Droit de visite des pères : la parole aux femmes

Le droit de visite des pères fait souvent l’objet de débats passionnés : entre justice, égalité parentale et protection des enfants. Mais au-delà des grands principes, que ressentent réellement celles et ceux qui le vivent ? Quand les décisions judiciaires croisent les réalités du quotidien, la théorie du « devoir de visite » se heurte parfois à des histoires bien plus complexes.

Emmanuel Macron a affirmé, dans un entretien diffusé par ELLE, mardi 7 mai, que les parents devaient exercer « leurs responsabilités » à « deux ». Le chef de l’État veut mettre en place une mesure exigeant des pères de famille absents qu’ils rendent visite à leur(s) enfant(s) jusqu’à l’âge adulte. Selon lui, ce devoir de visite doit faire comprendre aux pères que « c’est un devoir d’être parent, et que c’est un devoir qui ne s’arrête pas au moment du divorce ou de la séparation ».

Entre le devoir de visite imposé par la loi et le lien à reconstruire après une séparation, certaines femmes racontent des expériences douloureuses, parfois même dangereuses, trop souvent tues. Face à la proposition d’Emmanuel Macron d’instaurer un devoir de visite des pères, le débat s’enflamme : peut-on imposer un droit de visite quand le lien est rompu ?

Cette décision émerge dans un contexte où 85 % des familles monoparentales sont composées de mères seules. Ces familles seraient environ 1,7 million en France, selon les chiffres avancés par le chef de l’État.

Mais alors, que pensent les concernées de cette déclaration ?

L’avis de Mélissa, mère solo d’un enfant de 3 ans

« Honnêtement, j’avoue avoir été atterrée par cette annonce.

Autant, les dernières annonces du gouvernement envers des mesures possibles (comme semaine de quatre jours pour les parents séparés lors de leur semaine de garde, la mise en place d’un statut juridique pour la maman solo, etc.) étaient plutôt positives et tendaient vers la reconnaissance de ce modèle familial malheureusement de plus en plus répandu et pour lequel le quotidien est difficile.

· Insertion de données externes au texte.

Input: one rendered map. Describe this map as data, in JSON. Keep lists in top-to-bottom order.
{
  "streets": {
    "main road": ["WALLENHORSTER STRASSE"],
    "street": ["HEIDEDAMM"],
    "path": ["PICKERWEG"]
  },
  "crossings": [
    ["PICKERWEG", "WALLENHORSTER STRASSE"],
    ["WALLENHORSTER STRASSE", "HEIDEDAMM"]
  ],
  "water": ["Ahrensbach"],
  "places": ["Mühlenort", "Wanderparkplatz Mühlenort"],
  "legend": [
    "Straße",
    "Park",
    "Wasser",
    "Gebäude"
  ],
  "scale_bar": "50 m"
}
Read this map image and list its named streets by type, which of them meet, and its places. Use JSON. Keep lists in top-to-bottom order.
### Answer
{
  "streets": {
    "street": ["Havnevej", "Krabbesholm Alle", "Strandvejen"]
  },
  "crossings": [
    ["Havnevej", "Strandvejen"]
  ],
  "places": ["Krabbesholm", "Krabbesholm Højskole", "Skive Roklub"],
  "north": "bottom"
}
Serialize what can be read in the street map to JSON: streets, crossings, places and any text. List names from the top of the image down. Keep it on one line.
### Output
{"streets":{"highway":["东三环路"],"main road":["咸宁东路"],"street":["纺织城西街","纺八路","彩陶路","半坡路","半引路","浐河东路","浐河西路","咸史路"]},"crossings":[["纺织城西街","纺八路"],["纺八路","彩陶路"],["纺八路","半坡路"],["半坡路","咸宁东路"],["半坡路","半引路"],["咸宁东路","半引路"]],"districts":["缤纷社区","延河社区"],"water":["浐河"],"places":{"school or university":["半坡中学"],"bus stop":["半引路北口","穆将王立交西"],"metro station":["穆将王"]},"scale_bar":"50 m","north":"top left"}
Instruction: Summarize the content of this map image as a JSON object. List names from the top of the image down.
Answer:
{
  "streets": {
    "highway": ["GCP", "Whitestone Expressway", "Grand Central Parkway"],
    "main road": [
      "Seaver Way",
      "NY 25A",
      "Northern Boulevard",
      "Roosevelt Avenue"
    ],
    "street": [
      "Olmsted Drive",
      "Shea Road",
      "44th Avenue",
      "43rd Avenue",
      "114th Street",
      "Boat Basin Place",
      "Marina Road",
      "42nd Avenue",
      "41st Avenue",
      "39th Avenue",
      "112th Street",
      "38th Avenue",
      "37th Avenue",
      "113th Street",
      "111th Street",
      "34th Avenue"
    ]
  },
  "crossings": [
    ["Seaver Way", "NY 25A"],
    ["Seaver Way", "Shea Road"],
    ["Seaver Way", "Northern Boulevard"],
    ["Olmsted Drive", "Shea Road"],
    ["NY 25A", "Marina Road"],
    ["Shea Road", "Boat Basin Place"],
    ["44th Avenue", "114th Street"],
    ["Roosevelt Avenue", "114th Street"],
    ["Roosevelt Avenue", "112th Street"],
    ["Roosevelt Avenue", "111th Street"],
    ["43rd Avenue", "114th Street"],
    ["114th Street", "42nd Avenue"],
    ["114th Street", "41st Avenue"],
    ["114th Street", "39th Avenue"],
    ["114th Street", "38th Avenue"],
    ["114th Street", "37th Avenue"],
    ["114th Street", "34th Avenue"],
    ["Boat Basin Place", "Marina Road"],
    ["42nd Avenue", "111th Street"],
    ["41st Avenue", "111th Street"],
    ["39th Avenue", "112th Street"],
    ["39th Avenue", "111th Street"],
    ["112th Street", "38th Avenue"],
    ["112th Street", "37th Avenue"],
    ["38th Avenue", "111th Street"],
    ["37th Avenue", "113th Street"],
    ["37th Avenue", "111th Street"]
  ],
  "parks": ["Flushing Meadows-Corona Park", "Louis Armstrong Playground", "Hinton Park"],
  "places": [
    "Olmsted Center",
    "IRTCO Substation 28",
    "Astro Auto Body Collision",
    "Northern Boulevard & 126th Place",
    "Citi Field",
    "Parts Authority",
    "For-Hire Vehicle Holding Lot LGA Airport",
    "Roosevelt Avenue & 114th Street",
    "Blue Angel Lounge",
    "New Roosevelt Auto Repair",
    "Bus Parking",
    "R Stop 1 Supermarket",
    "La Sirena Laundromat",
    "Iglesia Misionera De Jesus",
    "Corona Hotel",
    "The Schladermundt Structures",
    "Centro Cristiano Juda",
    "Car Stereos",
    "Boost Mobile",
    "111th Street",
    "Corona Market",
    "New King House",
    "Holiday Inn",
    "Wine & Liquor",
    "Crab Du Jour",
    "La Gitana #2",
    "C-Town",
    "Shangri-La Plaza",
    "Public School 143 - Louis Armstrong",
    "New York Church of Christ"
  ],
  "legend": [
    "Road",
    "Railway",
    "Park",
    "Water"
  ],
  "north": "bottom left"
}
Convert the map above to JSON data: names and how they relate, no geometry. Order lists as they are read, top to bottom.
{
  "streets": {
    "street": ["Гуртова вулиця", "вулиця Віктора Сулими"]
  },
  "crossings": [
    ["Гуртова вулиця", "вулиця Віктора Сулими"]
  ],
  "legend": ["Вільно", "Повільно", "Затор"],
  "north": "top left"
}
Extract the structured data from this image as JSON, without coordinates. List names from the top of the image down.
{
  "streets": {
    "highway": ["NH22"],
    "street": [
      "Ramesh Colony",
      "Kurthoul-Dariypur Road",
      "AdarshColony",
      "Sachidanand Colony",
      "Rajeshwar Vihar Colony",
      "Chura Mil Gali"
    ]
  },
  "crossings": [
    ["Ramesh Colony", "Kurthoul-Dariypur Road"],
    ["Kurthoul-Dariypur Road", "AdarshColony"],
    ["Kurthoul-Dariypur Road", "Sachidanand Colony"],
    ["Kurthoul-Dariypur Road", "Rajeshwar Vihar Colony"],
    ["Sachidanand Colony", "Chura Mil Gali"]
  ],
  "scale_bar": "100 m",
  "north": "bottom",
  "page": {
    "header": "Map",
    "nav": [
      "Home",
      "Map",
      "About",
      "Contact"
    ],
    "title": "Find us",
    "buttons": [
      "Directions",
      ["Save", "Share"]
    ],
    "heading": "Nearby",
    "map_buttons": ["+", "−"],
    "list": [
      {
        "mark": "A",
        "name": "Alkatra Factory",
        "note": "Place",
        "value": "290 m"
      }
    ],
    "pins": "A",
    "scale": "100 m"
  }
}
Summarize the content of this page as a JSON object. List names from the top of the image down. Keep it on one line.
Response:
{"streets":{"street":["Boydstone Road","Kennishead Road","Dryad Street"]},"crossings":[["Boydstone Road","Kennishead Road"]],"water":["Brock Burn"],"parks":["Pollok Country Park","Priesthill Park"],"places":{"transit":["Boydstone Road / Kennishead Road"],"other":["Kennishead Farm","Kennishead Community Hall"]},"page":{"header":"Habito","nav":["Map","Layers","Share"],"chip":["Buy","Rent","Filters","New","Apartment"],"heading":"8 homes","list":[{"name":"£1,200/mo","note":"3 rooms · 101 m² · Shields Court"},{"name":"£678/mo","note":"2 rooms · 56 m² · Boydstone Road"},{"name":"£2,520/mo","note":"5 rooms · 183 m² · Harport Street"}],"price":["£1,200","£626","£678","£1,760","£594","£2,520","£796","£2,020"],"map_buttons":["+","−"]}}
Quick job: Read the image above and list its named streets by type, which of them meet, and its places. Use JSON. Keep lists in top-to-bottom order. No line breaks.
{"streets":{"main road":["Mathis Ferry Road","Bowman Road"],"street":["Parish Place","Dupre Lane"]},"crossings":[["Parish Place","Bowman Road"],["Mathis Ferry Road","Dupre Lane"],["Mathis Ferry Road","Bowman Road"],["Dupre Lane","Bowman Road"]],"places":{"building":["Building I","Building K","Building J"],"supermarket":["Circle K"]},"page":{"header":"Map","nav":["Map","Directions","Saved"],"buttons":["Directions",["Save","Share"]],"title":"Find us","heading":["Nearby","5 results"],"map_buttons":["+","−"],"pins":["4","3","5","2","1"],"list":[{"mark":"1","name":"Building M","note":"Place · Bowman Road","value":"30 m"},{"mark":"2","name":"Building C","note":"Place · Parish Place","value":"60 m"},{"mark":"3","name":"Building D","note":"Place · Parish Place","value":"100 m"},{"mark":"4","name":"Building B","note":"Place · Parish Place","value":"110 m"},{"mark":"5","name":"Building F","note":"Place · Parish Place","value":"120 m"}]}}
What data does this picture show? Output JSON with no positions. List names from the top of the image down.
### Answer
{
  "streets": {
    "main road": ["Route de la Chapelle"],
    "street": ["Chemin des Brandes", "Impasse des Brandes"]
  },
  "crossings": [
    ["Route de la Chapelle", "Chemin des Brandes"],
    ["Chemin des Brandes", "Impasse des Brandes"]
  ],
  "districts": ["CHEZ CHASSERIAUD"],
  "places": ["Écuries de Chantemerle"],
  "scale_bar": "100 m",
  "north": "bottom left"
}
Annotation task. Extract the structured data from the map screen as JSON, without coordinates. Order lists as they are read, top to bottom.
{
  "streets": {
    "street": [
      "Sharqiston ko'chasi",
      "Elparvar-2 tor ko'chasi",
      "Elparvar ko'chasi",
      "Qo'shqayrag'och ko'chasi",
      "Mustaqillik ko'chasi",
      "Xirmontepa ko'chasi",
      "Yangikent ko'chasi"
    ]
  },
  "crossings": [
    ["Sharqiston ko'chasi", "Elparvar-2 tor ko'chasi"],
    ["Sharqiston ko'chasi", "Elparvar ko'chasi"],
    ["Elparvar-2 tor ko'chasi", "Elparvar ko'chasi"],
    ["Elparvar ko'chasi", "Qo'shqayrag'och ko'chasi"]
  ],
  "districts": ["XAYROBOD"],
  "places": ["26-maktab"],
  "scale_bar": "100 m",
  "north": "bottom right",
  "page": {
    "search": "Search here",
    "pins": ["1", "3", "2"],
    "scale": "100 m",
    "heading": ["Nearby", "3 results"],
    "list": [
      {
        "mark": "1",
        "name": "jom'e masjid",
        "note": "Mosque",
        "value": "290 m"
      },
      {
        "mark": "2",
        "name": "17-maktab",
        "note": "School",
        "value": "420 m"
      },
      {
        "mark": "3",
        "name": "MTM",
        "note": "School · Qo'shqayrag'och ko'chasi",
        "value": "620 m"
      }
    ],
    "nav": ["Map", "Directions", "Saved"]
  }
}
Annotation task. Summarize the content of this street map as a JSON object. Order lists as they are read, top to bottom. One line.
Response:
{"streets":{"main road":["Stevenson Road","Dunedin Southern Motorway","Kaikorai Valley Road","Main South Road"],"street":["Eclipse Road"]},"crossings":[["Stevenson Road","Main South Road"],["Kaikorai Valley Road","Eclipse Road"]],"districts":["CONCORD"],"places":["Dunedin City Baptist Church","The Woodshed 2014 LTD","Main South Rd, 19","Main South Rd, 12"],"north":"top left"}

Mais cette annonce me semble rétrograde et surtout complètement déconnectée de la réalité.

Pour moi, on ne peut pas forcer un père à voir son enfant. Je le vois pour le papa de mon fils. Il le voit de temps en temps, j’ai quelques SMS où il me dit que son fils lui manque, mais pas d’actions pour tenter de le voir davantage. Par exemple, actuellement, cela fait plus de trois semaines qu’il n’a pas pris de nouvelles.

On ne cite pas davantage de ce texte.